→ What this task involves:
From the entries below, gather each line containing the word "keys".

→ Record extracts:
--

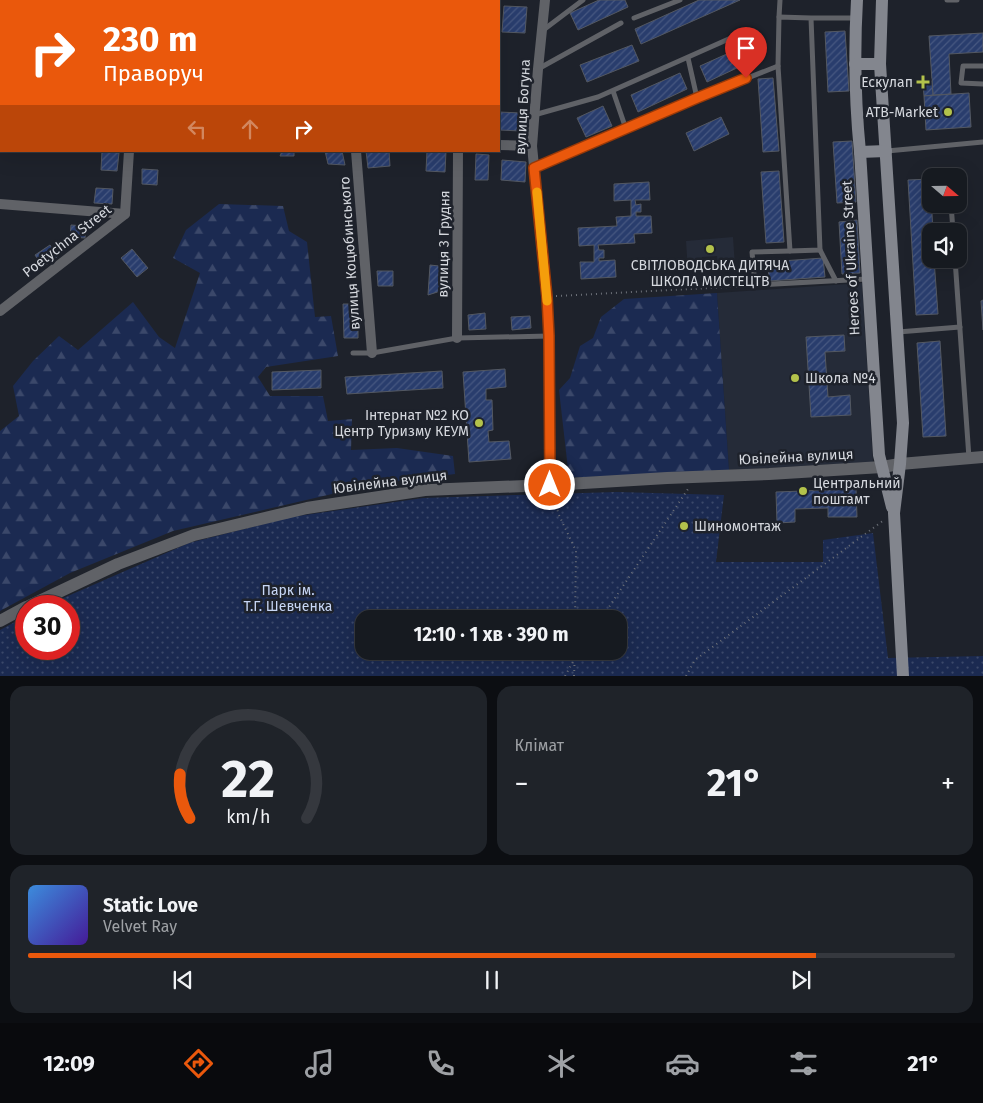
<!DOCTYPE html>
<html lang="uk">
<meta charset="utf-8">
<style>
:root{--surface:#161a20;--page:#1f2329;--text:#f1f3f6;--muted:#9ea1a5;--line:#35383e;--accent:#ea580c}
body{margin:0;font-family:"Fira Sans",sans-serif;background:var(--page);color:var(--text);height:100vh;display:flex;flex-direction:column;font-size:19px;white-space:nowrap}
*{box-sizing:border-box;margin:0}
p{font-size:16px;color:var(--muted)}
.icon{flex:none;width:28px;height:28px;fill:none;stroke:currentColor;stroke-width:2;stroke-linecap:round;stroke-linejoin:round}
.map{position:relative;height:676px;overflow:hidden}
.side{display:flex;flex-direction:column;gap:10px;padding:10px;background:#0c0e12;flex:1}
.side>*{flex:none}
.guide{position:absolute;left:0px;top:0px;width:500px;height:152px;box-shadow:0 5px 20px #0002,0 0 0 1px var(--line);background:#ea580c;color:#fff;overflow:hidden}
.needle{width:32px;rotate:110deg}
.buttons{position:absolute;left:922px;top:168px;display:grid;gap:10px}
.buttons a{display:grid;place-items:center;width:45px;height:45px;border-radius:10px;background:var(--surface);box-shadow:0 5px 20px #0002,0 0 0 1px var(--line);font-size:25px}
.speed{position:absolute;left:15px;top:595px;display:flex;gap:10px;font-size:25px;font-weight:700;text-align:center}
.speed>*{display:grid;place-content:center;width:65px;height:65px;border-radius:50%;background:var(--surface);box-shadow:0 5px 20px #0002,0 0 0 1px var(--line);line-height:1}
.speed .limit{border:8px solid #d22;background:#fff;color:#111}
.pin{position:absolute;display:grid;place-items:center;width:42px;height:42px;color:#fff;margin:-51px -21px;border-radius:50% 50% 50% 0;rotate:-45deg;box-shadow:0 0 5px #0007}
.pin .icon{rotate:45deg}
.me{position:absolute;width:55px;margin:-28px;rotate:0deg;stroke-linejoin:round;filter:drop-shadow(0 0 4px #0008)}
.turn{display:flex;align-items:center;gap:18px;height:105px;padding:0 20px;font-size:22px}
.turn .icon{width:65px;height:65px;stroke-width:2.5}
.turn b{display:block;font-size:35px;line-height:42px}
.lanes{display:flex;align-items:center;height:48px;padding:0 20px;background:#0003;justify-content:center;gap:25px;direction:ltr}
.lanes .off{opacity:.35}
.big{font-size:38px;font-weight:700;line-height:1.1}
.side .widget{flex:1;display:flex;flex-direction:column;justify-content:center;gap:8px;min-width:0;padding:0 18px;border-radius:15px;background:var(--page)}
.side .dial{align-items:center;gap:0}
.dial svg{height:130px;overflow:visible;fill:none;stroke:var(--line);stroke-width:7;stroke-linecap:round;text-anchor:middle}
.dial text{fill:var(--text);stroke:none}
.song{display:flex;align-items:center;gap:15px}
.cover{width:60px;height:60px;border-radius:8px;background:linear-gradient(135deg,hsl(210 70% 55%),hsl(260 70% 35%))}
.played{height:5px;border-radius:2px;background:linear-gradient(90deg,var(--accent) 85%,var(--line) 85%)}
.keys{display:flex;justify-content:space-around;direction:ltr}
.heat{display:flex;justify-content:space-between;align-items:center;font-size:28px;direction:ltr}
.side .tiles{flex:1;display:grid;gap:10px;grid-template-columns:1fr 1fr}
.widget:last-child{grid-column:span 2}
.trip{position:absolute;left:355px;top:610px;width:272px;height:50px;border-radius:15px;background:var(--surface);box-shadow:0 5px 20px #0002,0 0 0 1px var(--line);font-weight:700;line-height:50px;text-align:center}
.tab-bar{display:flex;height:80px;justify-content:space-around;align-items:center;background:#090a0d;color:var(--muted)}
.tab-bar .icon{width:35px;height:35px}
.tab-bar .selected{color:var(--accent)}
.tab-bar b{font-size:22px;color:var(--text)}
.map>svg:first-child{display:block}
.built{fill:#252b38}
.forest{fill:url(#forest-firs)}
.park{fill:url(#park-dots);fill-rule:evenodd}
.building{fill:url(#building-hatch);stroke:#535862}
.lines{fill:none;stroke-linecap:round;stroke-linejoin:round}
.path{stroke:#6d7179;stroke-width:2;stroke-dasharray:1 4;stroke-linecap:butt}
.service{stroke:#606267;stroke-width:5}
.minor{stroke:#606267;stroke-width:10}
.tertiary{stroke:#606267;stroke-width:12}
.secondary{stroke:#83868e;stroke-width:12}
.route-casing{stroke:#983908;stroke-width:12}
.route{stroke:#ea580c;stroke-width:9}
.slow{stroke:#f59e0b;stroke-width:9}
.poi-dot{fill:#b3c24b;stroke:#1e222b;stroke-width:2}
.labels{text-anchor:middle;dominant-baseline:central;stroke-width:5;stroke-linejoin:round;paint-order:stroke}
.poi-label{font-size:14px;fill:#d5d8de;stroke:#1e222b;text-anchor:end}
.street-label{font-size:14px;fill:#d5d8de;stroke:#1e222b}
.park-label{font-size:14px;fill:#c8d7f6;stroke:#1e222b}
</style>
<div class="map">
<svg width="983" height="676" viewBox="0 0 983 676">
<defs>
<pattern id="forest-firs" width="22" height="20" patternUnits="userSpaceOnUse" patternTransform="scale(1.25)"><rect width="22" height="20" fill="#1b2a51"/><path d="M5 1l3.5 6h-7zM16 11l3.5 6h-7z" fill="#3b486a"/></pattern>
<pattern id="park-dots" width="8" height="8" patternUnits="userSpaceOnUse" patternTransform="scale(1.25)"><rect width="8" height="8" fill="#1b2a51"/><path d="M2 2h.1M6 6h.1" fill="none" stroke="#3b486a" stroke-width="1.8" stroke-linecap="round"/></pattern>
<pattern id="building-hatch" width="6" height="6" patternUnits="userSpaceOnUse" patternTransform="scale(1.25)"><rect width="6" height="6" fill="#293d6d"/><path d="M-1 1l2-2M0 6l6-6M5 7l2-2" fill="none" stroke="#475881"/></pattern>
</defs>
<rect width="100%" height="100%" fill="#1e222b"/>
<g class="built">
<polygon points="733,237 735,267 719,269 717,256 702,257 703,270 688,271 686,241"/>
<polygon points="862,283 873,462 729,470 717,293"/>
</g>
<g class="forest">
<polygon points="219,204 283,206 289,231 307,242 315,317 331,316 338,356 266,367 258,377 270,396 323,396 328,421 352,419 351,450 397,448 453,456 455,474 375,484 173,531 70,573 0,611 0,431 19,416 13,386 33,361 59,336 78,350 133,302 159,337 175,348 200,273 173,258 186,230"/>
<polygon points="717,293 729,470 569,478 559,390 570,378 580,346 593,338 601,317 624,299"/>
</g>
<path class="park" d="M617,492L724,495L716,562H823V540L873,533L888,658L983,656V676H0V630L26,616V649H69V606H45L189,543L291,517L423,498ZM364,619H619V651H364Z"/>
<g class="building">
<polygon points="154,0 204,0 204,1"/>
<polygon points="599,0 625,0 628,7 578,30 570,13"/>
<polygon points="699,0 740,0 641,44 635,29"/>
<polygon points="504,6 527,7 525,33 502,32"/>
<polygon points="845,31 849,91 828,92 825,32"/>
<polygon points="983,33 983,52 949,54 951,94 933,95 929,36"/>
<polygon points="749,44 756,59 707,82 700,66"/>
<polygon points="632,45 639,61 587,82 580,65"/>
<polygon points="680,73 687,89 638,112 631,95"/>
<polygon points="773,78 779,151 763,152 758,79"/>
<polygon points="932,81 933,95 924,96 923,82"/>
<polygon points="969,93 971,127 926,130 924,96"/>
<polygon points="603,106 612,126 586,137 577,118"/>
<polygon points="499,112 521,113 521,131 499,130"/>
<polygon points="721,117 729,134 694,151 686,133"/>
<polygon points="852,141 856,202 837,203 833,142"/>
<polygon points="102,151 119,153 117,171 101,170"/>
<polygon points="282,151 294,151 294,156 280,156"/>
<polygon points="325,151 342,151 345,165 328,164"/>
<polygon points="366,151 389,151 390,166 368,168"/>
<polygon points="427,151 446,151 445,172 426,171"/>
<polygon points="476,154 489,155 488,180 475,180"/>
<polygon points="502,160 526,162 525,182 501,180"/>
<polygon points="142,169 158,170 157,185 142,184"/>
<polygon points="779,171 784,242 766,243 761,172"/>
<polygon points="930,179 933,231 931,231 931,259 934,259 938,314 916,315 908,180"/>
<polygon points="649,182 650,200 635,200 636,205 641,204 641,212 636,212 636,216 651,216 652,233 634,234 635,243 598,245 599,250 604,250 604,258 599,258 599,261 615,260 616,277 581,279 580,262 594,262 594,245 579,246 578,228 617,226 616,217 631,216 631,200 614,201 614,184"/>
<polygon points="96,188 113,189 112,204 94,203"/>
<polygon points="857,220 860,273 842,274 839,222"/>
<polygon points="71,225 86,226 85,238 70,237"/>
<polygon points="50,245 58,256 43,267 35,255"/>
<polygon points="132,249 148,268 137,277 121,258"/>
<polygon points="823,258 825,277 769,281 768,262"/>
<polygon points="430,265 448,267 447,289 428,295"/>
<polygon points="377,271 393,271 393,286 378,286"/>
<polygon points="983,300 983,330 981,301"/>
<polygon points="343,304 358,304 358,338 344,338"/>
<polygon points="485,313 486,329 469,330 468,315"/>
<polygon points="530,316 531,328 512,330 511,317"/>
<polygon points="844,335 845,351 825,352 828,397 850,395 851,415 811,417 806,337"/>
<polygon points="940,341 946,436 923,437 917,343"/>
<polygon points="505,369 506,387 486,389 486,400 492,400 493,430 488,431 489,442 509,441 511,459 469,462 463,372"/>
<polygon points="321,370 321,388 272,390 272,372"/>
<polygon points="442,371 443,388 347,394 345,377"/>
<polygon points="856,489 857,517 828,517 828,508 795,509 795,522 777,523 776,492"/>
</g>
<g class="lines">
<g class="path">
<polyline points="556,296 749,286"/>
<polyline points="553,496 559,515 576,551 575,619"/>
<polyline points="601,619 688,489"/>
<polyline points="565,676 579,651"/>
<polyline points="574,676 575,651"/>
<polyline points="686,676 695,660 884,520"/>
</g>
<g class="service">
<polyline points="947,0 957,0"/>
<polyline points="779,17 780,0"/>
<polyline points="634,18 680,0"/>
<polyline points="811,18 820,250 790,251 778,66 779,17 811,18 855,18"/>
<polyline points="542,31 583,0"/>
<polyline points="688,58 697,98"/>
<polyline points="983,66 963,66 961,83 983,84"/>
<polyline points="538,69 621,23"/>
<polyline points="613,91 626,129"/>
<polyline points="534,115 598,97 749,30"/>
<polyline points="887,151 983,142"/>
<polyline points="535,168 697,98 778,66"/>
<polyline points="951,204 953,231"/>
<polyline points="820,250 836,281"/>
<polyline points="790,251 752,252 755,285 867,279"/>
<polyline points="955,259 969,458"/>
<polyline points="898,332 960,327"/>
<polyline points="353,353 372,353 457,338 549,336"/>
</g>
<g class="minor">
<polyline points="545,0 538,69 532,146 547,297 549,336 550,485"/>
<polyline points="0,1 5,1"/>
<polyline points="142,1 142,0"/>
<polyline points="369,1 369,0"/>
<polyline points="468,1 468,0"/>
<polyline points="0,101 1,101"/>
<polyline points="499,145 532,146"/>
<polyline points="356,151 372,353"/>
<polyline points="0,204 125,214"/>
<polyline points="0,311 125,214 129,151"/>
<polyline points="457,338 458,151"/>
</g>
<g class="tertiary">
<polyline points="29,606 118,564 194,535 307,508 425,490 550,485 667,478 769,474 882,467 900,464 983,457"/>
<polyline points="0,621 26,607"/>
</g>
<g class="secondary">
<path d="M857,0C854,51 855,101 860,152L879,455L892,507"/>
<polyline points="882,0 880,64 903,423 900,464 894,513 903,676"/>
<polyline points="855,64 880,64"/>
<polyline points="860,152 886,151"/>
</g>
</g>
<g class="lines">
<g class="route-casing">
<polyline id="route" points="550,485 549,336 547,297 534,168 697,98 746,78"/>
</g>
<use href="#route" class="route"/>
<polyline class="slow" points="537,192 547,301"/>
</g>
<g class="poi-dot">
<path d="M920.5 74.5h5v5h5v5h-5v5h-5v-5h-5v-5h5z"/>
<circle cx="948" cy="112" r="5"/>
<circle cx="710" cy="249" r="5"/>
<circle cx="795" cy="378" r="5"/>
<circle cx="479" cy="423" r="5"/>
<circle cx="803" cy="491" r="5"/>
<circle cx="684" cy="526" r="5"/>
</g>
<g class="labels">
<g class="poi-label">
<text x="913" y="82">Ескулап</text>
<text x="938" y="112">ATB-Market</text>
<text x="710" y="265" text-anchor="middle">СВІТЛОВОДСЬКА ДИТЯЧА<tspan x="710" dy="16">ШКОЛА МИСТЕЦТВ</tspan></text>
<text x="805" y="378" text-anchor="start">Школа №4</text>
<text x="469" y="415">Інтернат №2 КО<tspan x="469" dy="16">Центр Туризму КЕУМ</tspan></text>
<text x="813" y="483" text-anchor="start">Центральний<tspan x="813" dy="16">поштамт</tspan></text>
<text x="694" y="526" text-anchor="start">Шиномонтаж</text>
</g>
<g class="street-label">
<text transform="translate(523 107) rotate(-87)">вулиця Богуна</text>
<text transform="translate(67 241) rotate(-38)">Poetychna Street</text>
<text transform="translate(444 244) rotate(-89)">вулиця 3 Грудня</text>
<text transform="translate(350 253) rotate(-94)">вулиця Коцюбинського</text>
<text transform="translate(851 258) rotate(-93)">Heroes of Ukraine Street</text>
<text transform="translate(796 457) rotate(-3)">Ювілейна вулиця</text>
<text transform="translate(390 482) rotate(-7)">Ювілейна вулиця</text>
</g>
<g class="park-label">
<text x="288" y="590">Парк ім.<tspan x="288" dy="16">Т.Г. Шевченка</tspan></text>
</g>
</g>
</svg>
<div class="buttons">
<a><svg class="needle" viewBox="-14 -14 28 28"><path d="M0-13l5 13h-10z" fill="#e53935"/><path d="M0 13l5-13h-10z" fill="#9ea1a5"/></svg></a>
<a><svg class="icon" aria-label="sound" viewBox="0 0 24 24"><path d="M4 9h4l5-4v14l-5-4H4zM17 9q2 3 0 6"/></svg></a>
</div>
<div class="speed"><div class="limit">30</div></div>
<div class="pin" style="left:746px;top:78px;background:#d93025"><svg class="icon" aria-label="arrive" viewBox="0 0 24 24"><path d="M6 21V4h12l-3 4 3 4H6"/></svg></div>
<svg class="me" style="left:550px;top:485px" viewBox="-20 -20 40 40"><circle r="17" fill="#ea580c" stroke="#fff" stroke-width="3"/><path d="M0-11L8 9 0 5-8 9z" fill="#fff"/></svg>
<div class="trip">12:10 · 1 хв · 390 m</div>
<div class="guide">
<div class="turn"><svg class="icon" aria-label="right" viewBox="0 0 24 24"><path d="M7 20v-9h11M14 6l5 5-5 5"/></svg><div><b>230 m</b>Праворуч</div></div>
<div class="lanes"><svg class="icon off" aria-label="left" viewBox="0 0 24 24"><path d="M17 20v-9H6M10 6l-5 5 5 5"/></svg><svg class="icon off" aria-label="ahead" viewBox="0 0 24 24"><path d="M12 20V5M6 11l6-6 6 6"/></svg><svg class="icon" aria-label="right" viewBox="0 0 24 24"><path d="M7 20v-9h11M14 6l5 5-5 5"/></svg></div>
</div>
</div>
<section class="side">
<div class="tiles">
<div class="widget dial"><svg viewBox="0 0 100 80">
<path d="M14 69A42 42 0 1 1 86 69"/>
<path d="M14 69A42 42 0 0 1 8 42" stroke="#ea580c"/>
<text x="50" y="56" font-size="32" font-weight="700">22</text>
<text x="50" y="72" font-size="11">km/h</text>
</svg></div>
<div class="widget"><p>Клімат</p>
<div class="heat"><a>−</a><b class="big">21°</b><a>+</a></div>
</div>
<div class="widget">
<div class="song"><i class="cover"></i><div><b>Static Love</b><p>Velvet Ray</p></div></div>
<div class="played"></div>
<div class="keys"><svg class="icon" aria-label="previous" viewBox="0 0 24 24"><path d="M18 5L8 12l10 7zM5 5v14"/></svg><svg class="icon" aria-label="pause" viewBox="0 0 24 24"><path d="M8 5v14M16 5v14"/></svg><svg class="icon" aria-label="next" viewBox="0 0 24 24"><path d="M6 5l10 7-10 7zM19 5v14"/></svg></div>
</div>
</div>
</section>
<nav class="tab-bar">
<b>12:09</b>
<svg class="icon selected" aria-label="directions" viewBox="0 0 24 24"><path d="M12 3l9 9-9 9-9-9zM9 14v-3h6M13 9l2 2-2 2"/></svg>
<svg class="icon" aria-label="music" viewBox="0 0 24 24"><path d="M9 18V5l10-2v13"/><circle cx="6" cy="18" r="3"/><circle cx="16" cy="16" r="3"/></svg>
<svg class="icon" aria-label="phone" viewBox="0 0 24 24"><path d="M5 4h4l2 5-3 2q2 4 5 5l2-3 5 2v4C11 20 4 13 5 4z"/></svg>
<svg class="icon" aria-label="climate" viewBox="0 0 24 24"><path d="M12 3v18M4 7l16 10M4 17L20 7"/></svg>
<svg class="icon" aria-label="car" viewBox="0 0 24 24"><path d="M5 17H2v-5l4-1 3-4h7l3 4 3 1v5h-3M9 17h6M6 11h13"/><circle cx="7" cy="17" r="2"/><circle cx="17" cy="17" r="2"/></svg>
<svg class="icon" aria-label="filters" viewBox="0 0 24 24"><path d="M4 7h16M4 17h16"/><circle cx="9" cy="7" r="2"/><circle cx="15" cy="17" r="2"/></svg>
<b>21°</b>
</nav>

--

→ Solution to this task:
.keys{display:flex;justify-content:space-around;direction:ltr}
<div class="keys"><svg class="icon" aria-label="previous" viewBox="0 0 24 24"><path d="M18 5L8 12l10 7zM5 5v14"/></svg><svg class="icon" aria-label="pause" viewBox="0 0 24 24"><path d="M8 5v14M16 5v14"/></svg><svg class="icon" aria-label="next" viewBox="0 0 24 24"><path d="M6 5l10 7-10 7zM19 5v14"/></svg></div>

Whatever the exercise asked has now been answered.